As Gizmodo reports, a landmark study has now identified one of the missing pieces. Previous studies found that a variant in the extended major histocompatibility complex (MHC), a major part of how our immune systems function, was associated with schizophrenia. However, the meaning behind that association wasn’t clear.
But McCarroll’s new study, which looked at the DNA of nearly 29,000 individuals with schizophrenia and 36,000 without, showed that this particular MHC variant causes the expression of a gene known as C4 to go into overdrive.
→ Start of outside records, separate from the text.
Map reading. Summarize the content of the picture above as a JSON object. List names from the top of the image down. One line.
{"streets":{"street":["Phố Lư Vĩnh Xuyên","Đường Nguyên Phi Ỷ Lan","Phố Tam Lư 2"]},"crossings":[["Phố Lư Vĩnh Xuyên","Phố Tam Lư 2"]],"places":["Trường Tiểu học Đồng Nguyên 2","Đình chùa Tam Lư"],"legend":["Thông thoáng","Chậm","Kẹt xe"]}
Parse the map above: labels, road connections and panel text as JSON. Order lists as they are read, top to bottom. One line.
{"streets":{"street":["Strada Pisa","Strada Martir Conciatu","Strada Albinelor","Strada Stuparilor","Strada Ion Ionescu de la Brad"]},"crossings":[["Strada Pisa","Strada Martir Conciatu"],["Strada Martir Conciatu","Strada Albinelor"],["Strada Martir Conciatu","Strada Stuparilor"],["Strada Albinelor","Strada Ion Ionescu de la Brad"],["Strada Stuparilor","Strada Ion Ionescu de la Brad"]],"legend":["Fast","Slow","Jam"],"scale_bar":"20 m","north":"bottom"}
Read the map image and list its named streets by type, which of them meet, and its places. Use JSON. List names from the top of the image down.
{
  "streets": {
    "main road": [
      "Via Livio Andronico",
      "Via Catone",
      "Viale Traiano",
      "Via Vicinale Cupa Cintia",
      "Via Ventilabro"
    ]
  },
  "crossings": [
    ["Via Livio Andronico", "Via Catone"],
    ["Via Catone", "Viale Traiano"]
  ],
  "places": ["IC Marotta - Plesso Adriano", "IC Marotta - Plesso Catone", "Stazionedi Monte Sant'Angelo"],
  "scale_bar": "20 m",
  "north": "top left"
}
And it so happens that C4 is present at neuronal synapses, the connections between neurons that transfer chemical and electrical signals in your brain. On a cellular level, too much C4 can reduce the number of synaptic connections, a process known as “synaptic pruning.” On a human-scale, this can lead to schizophrenia.
This discovery doesn’t solve the mystery entirely, but it gives pharmaceutical companies a starting point for developing therapeutics to treat the cognitive impairments of schizophrenia, which have proven far more complicated to treat than other symptoms.
According to The Toronto Star, it will also open the door to early detection:
The study marks a watershed moment, with the potential for early detection and new treatments that were unthinkable just a year ago, according to Steven Hyman, director of the Stanley Center for Psychiatric Research at the Broad Institute at the Massachusetts Institute of Technology.
Hyman, a former director of the National Institute of Mental Health, calls it “the most significant mechanistic study about schizophrenia ever.”
“I’m a crusty, old, curmudgeonly skeptic,” he said. “But I’m almost giddy about these findings.”